**Work to complete**.
Copies of all lines containing the string "pins" are needed from the data below.

**Input data**.

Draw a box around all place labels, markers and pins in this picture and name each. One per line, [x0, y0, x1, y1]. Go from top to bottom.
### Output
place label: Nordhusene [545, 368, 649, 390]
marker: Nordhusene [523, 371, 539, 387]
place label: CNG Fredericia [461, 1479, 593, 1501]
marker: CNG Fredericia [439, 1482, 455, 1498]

==

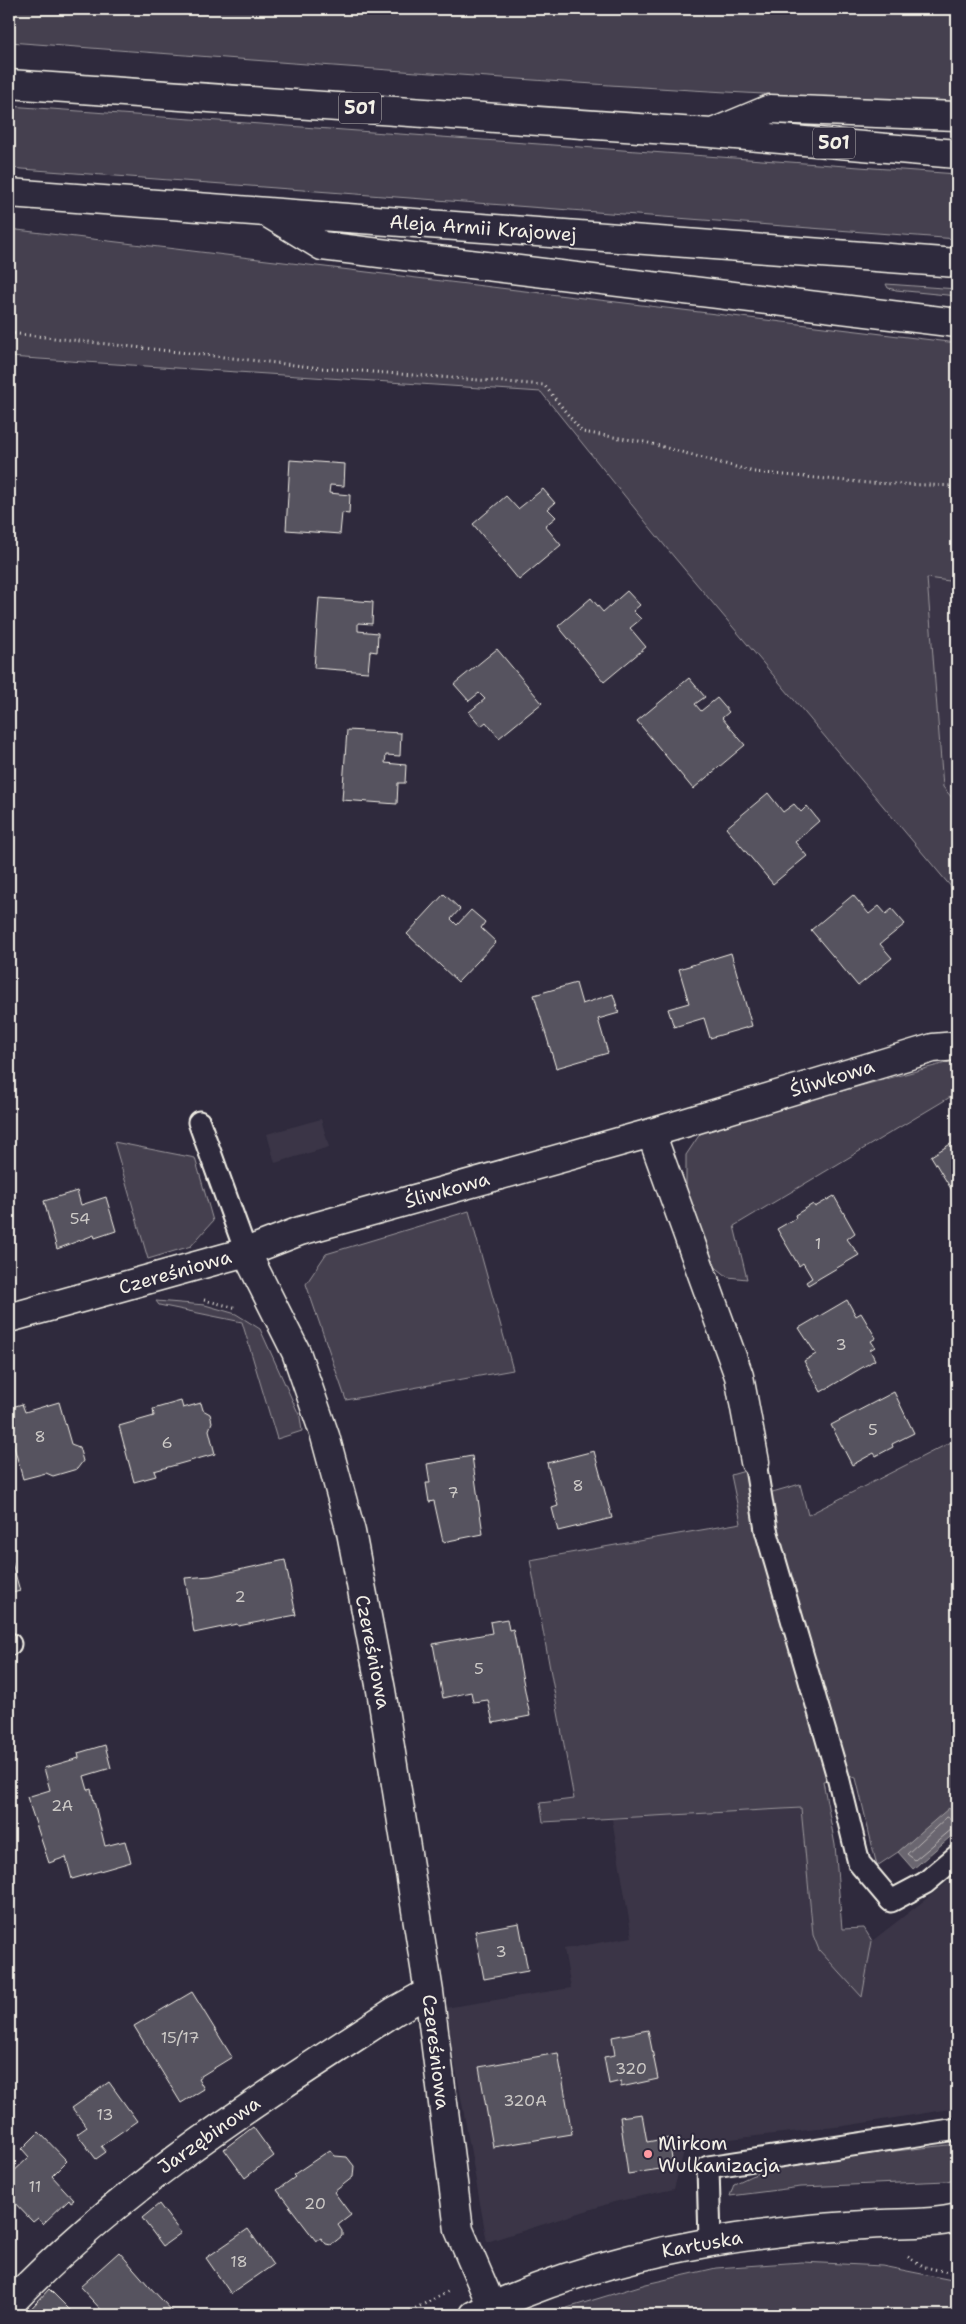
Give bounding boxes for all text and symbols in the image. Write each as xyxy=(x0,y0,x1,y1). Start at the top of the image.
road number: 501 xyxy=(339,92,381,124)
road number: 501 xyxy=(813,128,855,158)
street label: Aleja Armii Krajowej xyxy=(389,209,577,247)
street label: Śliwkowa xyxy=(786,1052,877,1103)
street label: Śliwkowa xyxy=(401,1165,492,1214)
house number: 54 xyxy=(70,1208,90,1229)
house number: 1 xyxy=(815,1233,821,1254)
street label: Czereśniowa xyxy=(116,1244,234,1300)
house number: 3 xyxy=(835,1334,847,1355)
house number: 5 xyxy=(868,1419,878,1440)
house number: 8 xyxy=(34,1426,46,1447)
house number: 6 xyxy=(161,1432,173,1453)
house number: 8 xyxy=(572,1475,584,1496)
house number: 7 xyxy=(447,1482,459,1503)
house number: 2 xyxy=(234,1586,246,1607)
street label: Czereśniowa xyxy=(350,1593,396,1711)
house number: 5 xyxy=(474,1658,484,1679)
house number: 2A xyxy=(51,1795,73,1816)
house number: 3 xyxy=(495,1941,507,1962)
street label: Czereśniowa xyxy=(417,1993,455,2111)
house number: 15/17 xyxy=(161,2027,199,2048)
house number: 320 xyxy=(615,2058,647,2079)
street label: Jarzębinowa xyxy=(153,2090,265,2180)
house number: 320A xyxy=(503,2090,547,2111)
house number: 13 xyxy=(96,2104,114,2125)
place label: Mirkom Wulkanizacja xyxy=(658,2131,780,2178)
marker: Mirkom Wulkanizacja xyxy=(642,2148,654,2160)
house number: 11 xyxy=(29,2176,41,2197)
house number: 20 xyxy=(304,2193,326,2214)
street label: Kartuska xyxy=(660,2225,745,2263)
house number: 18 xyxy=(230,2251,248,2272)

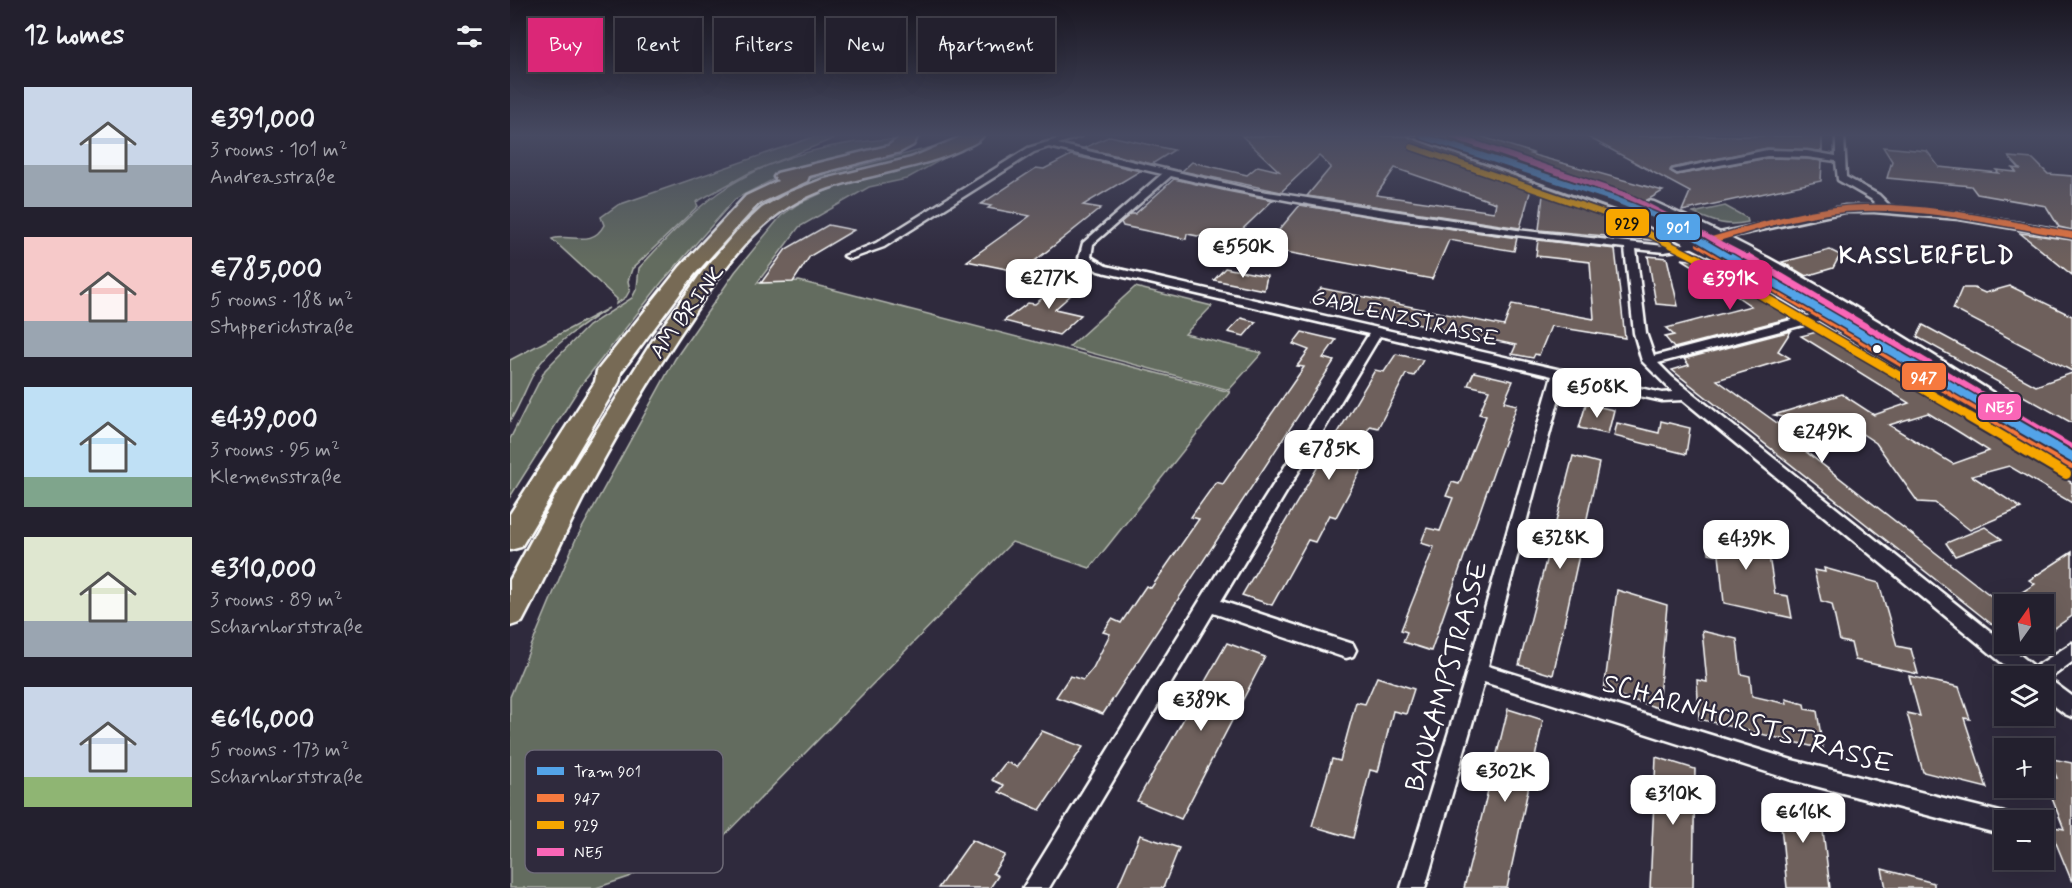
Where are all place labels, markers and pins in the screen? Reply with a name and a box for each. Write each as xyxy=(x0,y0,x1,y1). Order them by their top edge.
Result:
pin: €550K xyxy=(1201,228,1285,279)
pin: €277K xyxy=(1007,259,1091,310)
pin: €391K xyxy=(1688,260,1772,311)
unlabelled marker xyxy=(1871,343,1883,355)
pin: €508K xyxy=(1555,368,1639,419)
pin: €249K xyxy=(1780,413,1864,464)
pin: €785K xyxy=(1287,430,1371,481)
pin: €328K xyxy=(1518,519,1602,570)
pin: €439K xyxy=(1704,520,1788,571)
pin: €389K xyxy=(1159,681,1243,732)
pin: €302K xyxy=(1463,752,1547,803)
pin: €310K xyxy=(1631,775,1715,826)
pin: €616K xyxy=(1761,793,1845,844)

--

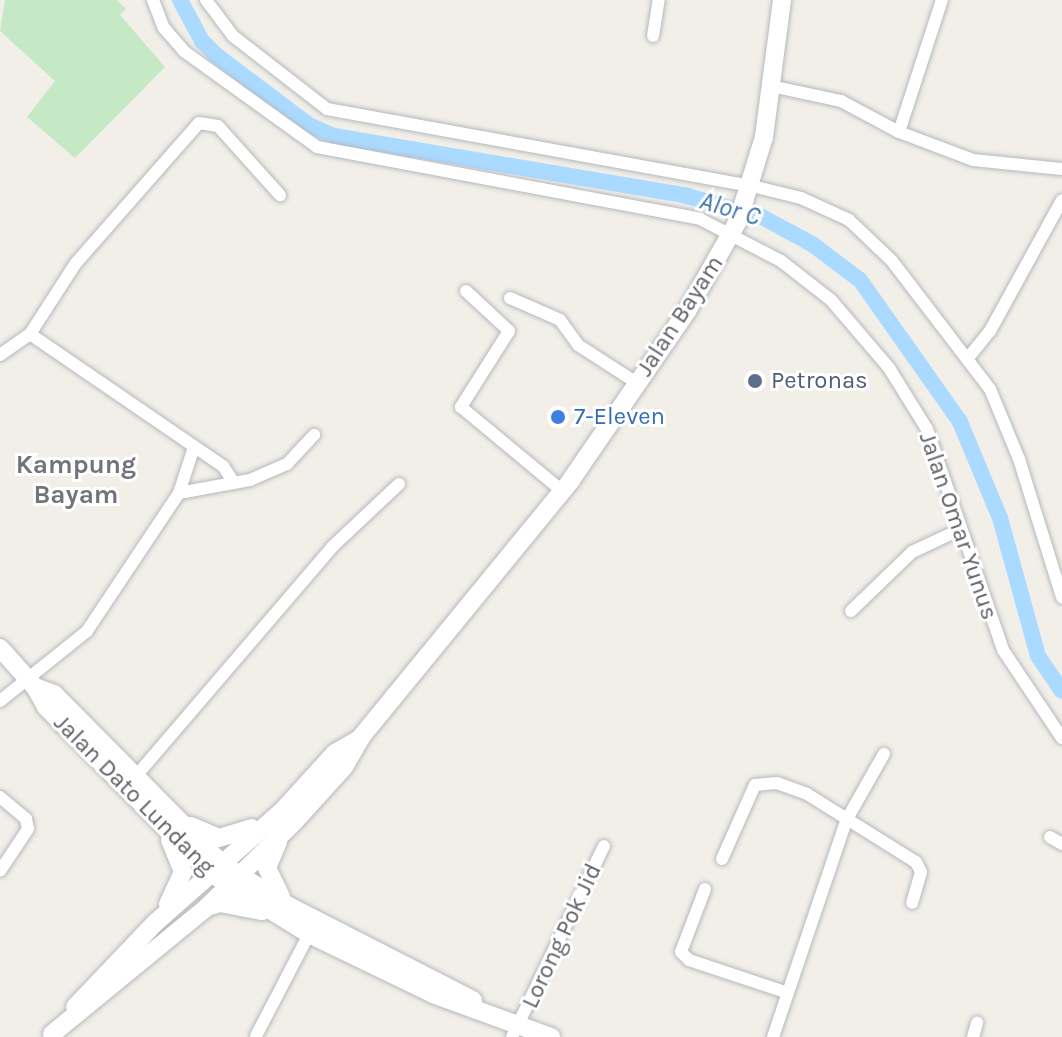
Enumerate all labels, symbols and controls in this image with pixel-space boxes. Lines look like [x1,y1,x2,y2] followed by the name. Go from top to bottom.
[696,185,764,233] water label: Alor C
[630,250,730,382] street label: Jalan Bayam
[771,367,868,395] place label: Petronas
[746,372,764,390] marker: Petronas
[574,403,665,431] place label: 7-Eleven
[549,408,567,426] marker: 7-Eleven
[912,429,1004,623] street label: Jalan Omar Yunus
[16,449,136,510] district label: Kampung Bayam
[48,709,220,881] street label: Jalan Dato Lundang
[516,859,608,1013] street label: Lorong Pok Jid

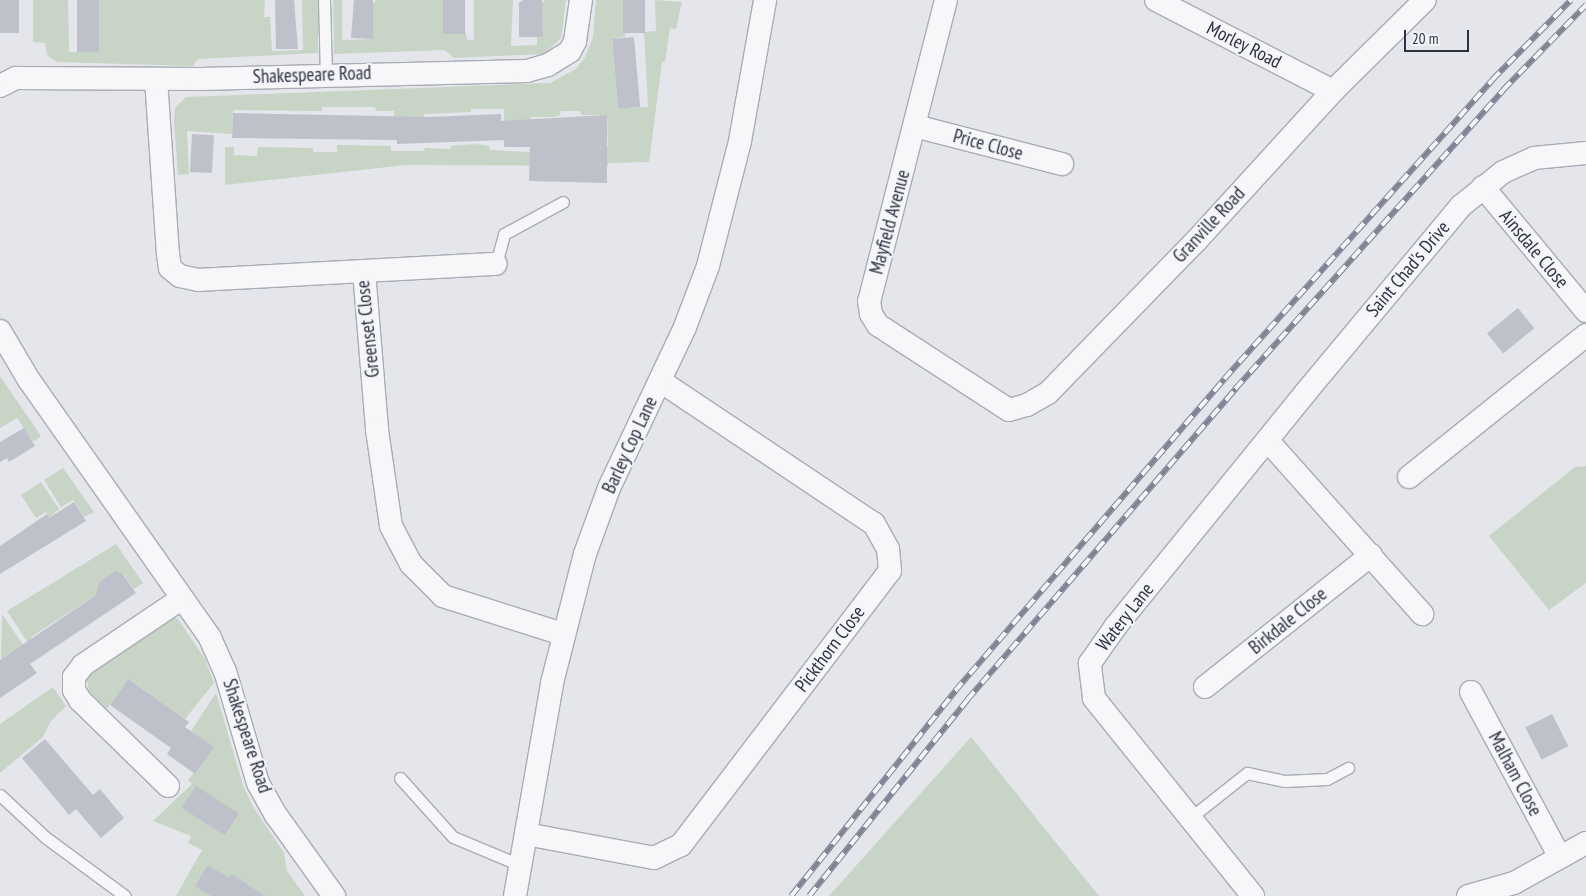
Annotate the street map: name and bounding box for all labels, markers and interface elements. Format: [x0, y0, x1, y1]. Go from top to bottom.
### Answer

**Solution to the exercise**.
Draw a box around all place labels, markers and pins in this picture and name each. One per line, [x0, y0, x1, y1]. Go from top to bottom.
Where are all place labels, markers and pins in the screen? Reply with a name and a box for each. Write each as xyxy=(x0,y0,x1,y1). Order them by their top edge.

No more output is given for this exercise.